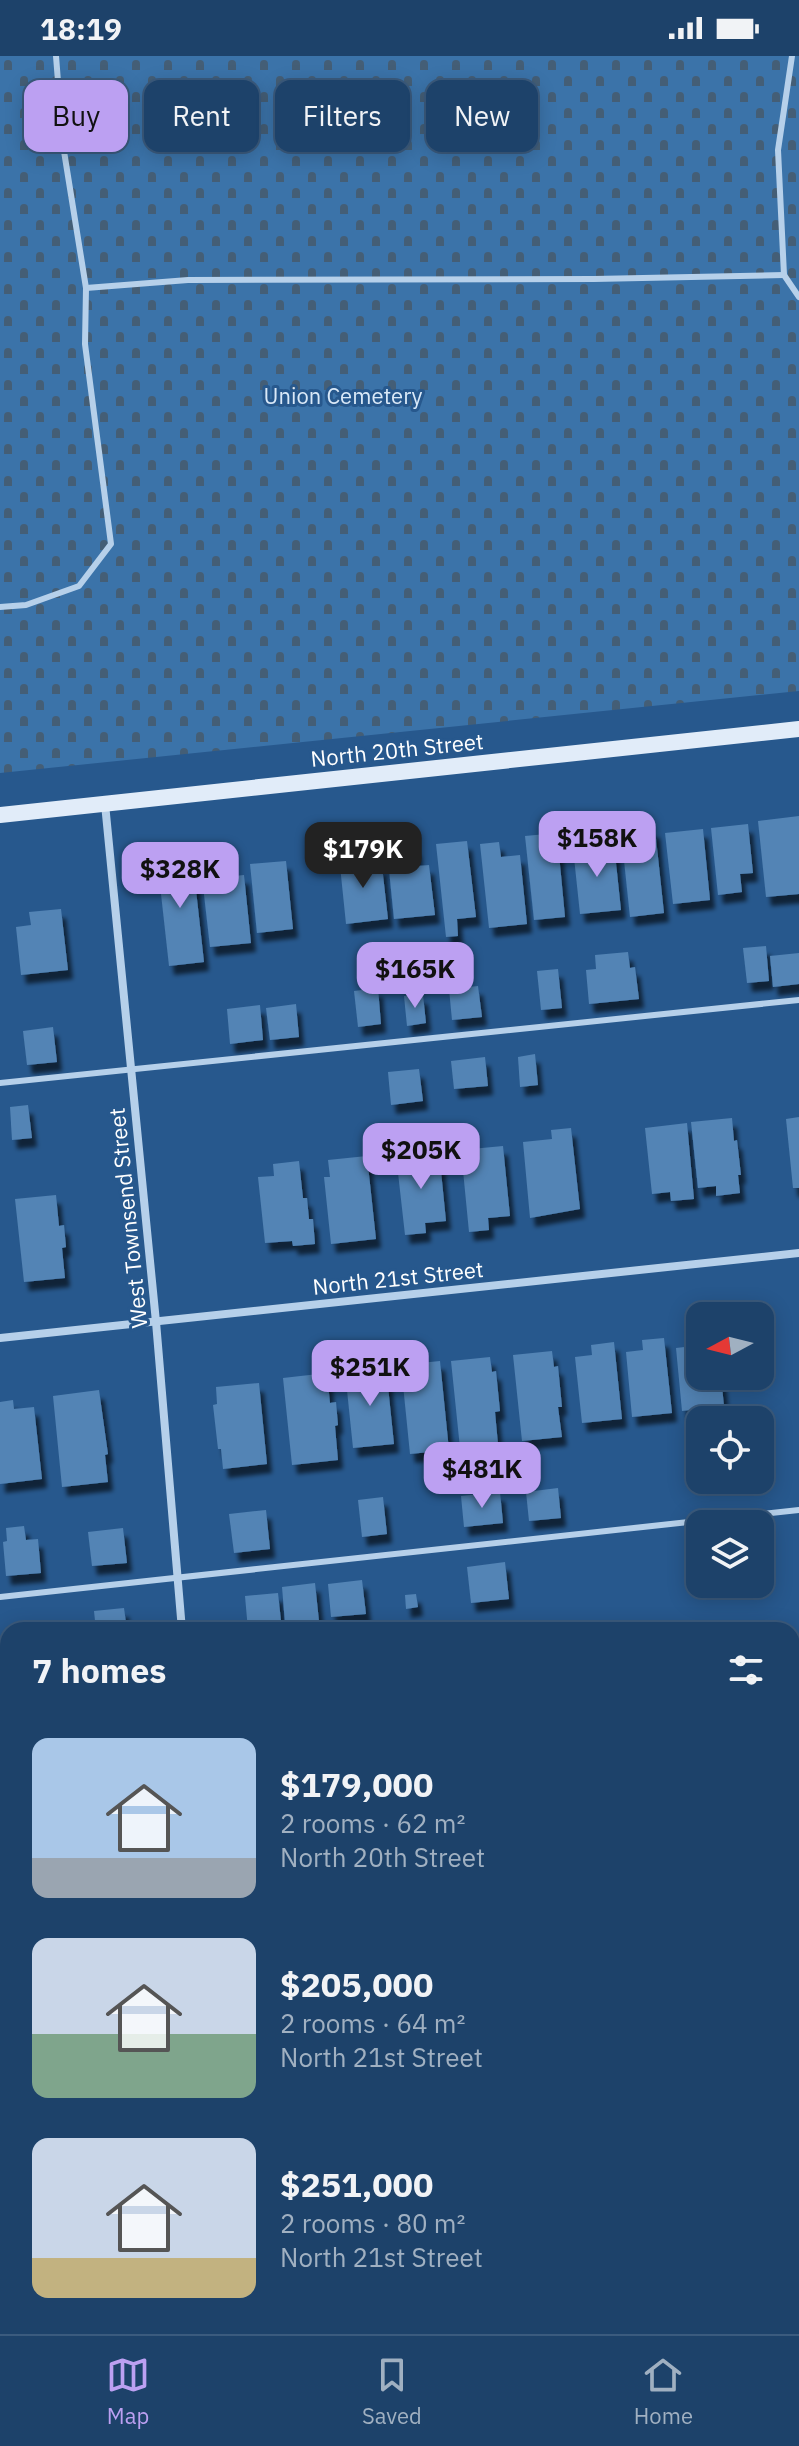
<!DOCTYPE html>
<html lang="en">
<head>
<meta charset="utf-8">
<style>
  :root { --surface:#1d426a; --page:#254970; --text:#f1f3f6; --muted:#a0b0c1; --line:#3b5b7e; --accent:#bca0f2 }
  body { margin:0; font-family:"IBM Plex Sans",sans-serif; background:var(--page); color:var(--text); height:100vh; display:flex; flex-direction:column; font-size:30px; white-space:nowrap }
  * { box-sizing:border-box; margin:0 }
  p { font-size:26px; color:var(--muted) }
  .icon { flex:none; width:44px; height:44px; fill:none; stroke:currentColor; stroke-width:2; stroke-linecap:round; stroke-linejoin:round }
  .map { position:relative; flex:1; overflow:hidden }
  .sheet { position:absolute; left:0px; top:1566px; width:800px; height:712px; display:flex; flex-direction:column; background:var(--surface); border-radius:24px 24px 0 0; box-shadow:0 4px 20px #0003,0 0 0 2px var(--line) }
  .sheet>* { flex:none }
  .banner { position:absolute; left:24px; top:24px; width:752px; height:72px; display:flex; gap:16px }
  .needle { width:52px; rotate:263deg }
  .buttons { position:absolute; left:686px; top:1246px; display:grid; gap:16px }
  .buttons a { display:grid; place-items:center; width:88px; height:88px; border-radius:16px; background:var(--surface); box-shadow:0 4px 20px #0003,0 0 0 2px var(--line); font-size:40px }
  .price { position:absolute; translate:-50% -68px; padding:0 18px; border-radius:16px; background:var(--accent); color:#111; font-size:26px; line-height:52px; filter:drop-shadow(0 2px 4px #0008) }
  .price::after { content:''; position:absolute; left:50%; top:48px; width:24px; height:18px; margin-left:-12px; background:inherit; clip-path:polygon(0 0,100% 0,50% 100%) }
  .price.current { background:#222; color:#fff }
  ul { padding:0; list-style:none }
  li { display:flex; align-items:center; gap:24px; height:200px; padding:0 32px }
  li span { display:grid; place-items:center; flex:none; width:224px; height:160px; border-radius:16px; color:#555 }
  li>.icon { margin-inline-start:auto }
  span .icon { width:96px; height:96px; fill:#fffc; stroke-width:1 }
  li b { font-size:34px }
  h2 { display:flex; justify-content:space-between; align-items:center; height:96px; padding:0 32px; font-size:34px }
  .chip { padding:0 28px; border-radius:16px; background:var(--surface); box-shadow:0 4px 20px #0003,0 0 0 2px var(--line); font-size:28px; line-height:72px }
  .chip.current { background:var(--accent); color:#111 }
  .status { display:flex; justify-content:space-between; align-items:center; height:56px; padding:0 40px; background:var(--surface); direction:ltr }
  .status svg { height:22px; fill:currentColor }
  .dock { display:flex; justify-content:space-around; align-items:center; height:112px; border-top:2px solid var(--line); background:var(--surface); font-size:22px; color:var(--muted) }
  .dock a { display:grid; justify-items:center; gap:4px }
  .dock .current { color:var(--accent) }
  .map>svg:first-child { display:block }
  .cemetery { fill:url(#cemetery-stones) }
  .building { fill:#5384b5; filter:url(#shadow) }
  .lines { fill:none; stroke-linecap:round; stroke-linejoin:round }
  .service { stroke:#b6d0ea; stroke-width:6 }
  .minor { stroke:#b6d0ea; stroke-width:8 }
  .secondary { stroke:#e1ecf9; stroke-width:16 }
  .labels { text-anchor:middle; stroke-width:6; stroke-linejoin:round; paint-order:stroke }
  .park-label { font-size:22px; fill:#dae9f8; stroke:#27588d }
  .street-label { font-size:22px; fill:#fff; stroke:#27588d }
</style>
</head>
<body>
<div class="status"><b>18:19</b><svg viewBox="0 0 49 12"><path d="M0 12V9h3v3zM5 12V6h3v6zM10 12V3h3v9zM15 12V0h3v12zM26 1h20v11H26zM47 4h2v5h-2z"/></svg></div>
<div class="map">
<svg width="799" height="2278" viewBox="0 0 799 2278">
  <defs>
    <pattern id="cemetery-stones" width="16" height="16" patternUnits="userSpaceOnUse" patternTransform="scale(2)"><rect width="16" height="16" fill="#3b73a9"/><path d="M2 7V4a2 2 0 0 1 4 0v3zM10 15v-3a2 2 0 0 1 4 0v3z" fill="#445e76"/></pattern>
    <filter id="shadow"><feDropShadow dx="5" dy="9" stdDeviation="2" flood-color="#0009"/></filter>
  </defs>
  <rect width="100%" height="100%" fill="#27588d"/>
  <!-- cemetery -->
  <polygon class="cemetery" points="0,0 799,0 799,635 0,717"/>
  <!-- building -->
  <g class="building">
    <polygon points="799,760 799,838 766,841 758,765"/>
    <polygon points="748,768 753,817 740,818 742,836 718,839 711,772"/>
    <polygon points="655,773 664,857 630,861 621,776"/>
    <polygon points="703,773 710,844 673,848 665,777"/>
    <polygon points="557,777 565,861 534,864 525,780"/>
    <polygon points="467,785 476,861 457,863 458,880 446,881 436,788"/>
    <polygon points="499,786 501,801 520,799 527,868 489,872 480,788"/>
    <polygon points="614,788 621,854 580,858 573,792"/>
    <polygon points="416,791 418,810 429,809 435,859 394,863 387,794"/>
    <polygon points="369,797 370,811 382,810 388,863 346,868 339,800"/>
    <polygon points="192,798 204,906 169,910 157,802"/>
    <polygon points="286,805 293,873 257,877 250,808"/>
    <polygon points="223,809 225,821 244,819 251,887 210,891 201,812"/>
    <polygon points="61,853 68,914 21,919 16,871 31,869 29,856"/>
    <polygon points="766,890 769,925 747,927 743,892"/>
    <polygon points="628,896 630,912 635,911 639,943 589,948 586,914 596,913 595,899"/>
    <polygon points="799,897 799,928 773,931 770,900"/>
    <polygon points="558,913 562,952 541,954 537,915"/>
    <polygon points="478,930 482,961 452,964 449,933"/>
    <polygon points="378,932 381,968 358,971 354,935"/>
    <polygon points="423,939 426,967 407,970 404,940"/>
    <polygon points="296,948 299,981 270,984 266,952"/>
    <polygon points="260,949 263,984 230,988 227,953"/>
    <polygon points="53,971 57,1006 27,1009 23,975"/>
    <polygon points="535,998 538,1029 520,1031 518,1001"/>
    <polygon points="485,1001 488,1030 454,1033 451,1005"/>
    <polygon points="419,1013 423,1045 391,1049 388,1016"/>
    <polygon points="28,1049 32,1082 12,1084 10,1051"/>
    <polygon points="799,1061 799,1132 793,1132 786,1063"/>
    <polygon points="732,1062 734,1085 737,1084 741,1119 738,1119 740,1137 716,1140 716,1130 698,1132 691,1066"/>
    <polygon points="687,1067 694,1143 671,1145 670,1136 652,1138 645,1072"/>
    <polygon points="571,1072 580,1153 530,1162 523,1086 552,1083 551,1074"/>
    <polygon points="503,1090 510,1160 488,1162 489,1174 469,1176 461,1094"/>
    <polygon points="439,1095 446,1165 425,1167 426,1177 405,1179 396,1099"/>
    <polygon points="367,1100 376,1183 331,1188 324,1121 330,1121 328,1104"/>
    <polygon points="299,1105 303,1142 307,1142 309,1163 313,1163 315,1188 293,1190 292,1185 265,1187 258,1121 274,1120 273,1108"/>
    <polygon points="56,1139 59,1170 64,1169 66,1191 62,1192 65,1222 24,1226 15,1143"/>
    <polygon points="700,1277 700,1320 721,1320 724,1350 682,1355 676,1292 693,1290 692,1278"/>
    <polygon points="664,1282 672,1357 632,1361 626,1296 643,1294 642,1284"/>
    <polygon points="614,1286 622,1363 582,1367 575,1301 592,1299 591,1289"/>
    <polygon points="552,1295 554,1311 558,1310 562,1351 558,1351 562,1381 522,1385 513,1299"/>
    <polygon points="490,1301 492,1316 496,1315 500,1355 495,1356 498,1388 460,1392 451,1305"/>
    <polygon points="440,1305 449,1394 410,1398 401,1309"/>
    <polygon points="386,1311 394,1388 353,1392 345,1315"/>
    <polygon points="327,1317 330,1347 336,1346 338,1369 335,1370 338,1404 292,1409 283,1322"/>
    <polygon points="259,1327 267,1408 223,1413 221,1393 218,1393 213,1349 217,1348 216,1331"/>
    <polygon points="99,1334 108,1398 105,1399 108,1426 62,1431 53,1340"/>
    <polygon points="13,1344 14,1353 34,1351 42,1423 0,1428 0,1346"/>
    <polygon points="558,1432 561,1462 529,1465 526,1436"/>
    <polygon points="500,1436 503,1467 464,1471 461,1440"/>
    <polygon points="383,1441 387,1478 362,1481 358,1444"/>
    <polygon points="266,1454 270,1493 234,1497 229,1458"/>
    <polygon points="24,1470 26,1484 38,1483 41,1517 6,1520 3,1486 7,1485 6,1472"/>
    <polygon points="123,1472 127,1507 92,1510 88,1476"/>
    <polygon points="760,1478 767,1478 768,1491 760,1492"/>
    <polygon points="505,1506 509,1543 471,1547 467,1511"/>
    <polygon points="362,1524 366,1558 331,1561 328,1528"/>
    <polygon points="315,1527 319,1565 314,1565 315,1574 290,1574 289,1567 285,1567 282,1531"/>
    <polygon points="278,1537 282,1574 248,1574 245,1540"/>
    <polygon points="416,1538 418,1551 406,1553 405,1539"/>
    <polygon points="124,1552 127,1574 96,1574 94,1555"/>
    <polygon points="792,1623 794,1623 797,1647 792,1648"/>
    <polygon points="792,2122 799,2122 799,2190 795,2190 796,2202 792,2203"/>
    <polygon points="0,2206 8,2206 8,2270 14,2270 15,2278 0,2278"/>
    <polygon points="20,2270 62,2270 63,2278 38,2278 37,2274 20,2275"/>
    <polygon points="67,2270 107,2270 108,2278 68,2277"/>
    <polygon points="115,2270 154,2270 155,2278 115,2278"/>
    <polygon points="163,2270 204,2270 204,2273 164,2277"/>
  </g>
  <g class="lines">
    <!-- service -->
    <g class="service">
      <polyline points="792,0 778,94 784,219 799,241"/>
      <polyline points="86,232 188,224 594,223 784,219"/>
      <polyline points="0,551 26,549 79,530 111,488 85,288 86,232 63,89 56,0"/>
      <polyline points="0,1027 799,944"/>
      <polyline points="0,1541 799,1454"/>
      <polyline points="792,2002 799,2001"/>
      <polyline points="0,2033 8,2031"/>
    </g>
    <!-- minor -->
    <g class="minor">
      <polyline points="105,748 156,1266 182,1574"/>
      <polyline points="0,1282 799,1197"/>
      <polyline points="792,1706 799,1705"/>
      <polyline points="0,1789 8,1788"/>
      <polyline points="792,2263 799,2262"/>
      <polyline points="251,2270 252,2278"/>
      <polyline points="664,2278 733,2270"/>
    </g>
    <!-- secondary -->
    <polyline class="secondary" points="0,759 799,673"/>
  </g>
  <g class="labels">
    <!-- park labels -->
    <g class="park-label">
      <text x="343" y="348">Union Cemetery</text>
    </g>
    <!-- street labels -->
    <g class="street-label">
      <text transform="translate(397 694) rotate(-6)" y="8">North 20th Street</text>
      <text transform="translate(128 1162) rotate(-96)" y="8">West Townsend Street</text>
      <text transform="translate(398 1222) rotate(-6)" y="8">North 21st Street</text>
    </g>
  </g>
</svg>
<div class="buttons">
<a><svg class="needle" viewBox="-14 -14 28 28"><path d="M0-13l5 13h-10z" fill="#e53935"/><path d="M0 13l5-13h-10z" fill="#a0b0c1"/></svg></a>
<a><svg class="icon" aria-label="locate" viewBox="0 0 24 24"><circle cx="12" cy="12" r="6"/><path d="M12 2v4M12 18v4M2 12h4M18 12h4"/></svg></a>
<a><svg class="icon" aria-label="layers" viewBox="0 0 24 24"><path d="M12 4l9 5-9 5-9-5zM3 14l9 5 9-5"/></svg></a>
</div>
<b class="price" style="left:597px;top:823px">$158K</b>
<b class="price current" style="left:363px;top:834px">$179K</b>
<b class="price" style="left:180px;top:854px">$328K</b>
<b class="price" style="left:415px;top:954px">$165K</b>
<b class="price" style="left:421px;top:1135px">$205K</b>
<b class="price" style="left:370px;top:1352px">$251K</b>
<b class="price" style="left:482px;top:1454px">$481K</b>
<div class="banner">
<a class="chip current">Buy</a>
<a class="chip">Rent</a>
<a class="chip">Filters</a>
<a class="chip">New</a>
</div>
<section class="sheet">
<h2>7 homes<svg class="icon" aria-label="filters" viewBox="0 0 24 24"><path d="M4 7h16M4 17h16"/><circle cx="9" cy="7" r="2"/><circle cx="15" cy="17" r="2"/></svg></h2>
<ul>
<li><span style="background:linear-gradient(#a9c7e8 75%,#9aa5b1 0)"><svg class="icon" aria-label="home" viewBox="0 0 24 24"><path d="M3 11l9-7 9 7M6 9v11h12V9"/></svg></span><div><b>$179,000</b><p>2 rooms · 62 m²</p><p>North 20th Street</p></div></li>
<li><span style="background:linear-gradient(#c9d6e8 60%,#7fa58c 0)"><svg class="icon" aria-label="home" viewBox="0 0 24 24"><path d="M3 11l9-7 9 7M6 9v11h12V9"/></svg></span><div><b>$205,000</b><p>2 rooms · 64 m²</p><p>North 21st Street</p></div></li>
<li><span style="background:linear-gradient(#c9d6e8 75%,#c2b280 0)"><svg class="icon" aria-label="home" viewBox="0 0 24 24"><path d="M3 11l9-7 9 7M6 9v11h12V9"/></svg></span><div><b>$251,000</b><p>2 rooms · 80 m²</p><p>North 21st Street</p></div></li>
</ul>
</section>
</div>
<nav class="dock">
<a class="current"><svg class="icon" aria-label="map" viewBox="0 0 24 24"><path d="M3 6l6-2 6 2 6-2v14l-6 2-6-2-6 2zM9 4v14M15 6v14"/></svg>Map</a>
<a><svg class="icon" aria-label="saved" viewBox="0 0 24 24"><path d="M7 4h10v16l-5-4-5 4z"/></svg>Saved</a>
<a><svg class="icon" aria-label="home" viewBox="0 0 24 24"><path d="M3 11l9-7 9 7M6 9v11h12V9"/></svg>Home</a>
</nav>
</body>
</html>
****
Directions –
Using the data above, work out how many lines include the word "body" and give only that number.

Solution for this exercise –
3